A partire, subito dopo la nascita, dalla esondazione nel suo piccolo inconscio dei sovraccarichi degli inconsci parentali.
Quando comincia l’adolescenza l'individuo tenta di affrancarsi da ciò che l'infanzia ha determinato in lui e, a carico presumibilmente della coscienza cognitiva , tenta di sviluppare un adattamento secondario che tenga conto di quel disastro infantile e delle nuove esigenze che la vita adolescenziale propone all'individuo stesso (Gli amici , la scuola. i nuovi bisogni sessuali ed affettivi, una realtà esterna molto diversa da quella fino ad allora vissuta nell'ambito familiare).
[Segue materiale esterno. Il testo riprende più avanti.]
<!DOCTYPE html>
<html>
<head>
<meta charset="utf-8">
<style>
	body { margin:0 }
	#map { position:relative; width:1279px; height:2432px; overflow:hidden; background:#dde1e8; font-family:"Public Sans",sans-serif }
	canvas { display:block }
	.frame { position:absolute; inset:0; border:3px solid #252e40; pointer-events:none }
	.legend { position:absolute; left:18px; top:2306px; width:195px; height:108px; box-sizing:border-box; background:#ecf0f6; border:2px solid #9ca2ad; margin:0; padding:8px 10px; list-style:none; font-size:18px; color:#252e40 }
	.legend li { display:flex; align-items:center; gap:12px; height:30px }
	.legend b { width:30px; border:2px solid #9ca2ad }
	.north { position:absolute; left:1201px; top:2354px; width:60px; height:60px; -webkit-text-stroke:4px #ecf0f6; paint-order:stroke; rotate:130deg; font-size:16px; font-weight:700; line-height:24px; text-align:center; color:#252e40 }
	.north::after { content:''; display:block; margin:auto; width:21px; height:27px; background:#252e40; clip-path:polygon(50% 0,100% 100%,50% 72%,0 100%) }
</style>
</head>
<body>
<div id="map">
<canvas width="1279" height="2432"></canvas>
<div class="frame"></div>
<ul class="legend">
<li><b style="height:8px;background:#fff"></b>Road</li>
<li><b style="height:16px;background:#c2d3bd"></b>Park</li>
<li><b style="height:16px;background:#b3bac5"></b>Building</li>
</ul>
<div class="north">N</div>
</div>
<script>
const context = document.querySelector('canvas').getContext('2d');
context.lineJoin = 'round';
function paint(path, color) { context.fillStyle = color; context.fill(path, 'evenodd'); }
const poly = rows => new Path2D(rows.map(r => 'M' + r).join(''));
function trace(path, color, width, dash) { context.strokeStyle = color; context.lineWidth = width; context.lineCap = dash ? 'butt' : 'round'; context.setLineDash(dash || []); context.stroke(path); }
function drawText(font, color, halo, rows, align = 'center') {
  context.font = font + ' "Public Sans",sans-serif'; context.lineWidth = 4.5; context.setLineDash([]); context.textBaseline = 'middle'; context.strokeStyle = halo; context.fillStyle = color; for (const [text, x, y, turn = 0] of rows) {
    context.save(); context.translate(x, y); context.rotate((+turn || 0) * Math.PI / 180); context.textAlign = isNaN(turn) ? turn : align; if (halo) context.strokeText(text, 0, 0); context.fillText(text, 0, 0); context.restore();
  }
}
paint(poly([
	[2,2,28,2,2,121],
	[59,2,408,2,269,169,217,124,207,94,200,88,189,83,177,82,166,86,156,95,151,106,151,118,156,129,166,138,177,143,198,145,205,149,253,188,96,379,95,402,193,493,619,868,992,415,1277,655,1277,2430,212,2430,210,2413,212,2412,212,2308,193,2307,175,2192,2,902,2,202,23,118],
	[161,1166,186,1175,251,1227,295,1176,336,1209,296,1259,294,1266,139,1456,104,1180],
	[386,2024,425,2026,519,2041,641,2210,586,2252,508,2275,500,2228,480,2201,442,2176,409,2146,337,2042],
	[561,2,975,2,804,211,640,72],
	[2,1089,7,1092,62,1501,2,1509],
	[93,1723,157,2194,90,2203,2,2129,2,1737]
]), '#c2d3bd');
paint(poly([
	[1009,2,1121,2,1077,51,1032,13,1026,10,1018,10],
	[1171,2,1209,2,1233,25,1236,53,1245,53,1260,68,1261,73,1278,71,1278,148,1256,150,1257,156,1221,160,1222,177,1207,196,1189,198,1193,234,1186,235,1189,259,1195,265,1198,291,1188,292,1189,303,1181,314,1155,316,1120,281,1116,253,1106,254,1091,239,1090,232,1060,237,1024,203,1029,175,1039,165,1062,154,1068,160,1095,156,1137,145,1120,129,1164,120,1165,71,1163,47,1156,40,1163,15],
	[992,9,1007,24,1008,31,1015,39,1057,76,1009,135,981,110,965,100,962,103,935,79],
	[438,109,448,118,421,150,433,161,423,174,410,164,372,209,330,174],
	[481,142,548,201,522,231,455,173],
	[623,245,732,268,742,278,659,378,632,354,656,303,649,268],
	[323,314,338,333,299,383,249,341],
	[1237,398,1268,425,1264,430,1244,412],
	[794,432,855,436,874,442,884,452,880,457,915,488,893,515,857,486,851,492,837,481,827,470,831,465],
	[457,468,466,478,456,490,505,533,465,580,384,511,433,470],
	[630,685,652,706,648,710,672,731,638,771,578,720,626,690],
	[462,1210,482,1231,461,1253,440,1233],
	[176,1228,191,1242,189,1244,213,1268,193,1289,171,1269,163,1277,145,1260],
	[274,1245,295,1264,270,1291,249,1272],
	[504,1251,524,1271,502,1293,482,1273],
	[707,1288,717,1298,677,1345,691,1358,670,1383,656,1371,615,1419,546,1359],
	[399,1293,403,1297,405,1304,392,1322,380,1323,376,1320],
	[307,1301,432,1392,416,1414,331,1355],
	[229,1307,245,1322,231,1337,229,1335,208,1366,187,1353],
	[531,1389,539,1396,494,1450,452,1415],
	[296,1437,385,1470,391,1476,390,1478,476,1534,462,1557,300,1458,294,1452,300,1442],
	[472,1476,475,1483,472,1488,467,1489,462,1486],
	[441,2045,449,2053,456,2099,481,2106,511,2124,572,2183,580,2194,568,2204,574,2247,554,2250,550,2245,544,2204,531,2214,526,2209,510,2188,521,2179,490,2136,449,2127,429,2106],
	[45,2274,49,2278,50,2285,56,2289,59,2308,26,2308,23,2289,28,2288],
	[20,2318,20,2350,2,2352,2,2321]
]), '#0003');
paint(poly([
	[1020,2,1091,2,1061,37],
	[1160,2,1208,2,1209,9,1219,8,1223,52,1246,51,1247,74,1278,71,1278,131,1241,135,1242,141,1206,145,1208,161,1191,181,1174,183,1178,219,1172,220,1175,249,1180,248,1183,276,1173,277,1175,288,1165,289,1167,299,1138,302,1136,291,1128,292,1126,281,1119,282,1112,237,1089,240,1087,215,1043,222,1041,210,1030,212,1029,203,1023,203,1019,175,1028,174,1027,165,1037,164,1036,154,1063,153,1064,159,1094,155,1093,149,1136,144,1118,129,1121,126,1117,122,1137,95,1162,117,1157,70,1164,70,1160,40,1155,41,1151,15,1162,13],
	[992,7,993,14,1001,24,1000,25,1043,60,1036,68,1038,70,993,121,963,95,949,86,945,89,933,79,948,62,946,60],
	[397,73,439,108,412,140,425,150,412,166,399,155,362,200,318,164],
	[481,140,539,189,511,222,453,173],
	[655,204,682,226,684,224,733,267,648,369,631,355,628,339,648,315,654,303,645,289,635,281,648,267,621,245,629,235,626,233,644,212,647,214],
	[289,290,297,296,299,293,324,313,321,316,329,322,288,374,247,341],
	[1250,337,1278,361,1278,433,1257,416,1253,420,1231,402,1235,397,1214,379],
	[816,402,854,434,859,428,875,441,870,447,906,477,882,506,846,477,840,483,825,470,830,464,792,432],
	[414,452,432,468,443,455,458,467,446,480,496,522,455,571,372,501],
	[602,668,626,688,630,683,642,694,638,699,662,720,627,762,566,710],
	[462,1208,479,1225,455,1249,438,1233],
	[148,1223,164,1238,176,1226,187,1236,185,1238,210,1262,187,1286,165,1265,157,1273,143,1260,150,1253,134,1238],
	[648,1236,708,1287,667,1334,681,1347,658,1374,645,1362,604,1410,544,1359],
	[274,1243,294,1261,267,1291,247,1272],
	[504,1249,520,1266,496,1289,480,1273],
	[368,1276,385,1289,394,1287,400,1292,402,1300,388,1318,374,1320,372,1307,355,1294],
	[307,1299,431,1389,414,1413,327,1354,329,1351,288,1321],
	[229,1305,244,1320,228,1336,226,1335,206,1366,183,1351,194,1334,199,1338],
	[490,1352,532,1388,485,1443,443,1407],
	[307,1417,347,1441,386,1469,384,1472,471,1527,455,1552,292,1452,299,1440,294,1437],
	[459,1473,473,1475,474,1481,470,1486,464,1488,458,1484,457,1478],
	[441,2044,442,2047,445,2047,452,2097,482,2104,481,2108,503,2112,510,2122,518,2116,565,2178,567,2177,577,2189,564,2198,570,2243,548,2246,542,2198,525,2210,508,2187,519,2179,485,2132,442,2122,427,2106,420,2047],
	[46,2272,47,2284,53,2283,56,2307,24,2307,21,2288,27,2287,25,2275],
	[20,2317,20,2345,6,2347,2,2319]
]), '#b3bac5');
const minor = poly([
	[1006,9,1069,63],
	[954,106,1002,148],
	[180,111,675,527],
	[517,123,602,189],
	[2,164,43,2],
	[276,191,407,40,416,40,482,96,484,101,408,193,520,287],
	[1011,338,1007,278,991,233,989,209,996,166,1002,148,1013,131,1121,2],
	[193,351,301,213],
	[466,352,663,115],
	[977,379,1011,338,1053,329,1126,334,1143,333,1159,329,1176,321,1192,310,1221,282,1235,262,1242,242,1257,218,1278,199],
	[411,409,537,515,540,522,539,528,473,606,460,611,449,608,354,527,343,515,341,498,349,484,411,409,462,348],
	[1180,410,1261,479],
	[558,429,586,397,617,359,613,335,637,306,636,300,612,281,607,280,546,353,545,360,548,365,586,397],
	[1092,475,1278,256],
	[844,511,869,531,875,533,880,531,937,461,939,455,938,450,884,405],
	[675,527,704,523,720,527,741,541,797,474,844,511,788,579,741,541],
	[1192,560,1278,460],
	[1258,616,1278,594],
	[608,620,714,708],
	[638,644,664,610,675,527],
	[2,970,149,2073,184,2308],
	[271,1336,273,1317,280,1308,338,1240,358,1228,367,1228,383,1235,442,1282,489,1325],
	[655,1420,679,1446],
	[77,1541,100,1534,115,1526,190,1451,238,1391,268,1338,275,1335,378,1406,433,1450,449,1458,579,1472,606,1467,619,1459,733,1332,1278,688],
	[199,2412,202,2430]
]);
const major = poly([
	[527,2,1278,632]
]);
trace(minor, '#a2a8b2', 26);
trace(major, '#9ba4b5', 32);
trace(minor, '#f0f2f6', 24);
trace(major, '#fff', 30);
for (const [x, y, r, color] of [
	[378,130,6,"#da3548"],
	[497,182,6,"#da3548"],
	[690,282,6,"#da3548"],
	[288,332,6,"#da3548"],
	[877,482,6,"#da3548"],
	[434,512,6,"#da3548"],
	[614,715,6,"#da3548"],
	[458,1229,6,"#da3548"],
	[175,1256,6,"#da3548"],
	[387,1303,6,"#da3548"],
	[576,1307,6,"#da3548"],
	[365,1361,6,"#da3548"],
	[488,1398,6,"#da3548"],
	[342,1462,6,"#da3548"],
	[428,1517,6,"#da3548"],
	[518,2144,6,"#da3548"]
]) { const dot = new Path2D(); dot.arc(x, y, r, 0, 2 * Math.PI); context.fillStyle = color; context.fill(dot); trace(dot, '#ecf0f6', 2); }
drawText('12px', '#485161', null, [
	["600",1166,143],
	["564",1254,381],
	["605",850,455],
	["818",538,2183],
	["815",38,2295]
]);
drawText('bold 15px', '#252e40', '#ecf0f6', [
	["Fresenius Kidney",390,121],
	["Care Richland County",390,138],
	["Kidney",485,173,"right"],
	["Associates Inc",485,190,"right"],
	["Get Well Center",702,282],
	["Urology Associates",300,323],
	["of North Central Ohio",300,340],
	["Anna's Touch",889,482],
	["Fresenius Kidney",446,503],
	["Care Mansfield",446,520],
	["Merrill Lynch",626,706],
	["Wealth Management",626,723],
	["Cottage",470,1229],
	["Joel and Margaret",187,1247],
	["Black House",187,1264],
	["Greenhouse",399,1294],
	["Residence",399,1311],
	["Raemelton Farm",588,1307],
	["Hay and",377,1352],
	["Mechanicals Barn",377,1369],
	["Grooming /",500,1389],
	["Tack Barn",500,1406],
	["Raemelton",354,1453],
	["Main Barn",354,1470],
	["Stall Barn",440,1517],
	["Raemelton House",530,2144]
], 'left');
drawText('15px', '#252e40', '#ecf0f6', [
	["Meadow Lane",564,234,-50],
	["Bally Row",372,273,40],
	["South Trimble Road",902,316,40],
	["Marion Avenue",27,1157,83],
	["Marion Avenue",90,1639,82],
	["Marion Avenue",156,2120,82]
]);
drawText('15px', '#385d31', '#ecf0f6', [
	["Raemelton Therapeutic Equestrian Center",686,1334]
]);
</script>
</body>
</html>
Si struttura così, nel corso della adolescenza, un adattamento secondario che tenta di realizzare e programmare un sistema di vita meno disastrato di quello che la coscienza percettiva impone a causa della sua condizione dissociativa, in essa impressa dall'imprinting nel corso della infanzia.
Questo adattamento secondario è un compromesso tra le regole più o meno folli imposte da quell'imprinting alla coscienza infantile e la realtà di una vita, per quanto possibile, normale.
E ciò che si osserva oggi nell'uomo e nella donna giovani e quasi adulti sono i tratti caratteriali risultanti da quell'adattamento.
Ivi compreso, in molti, il bisogno di sostanze che allievino la morsa di quella condizione psichica patologica.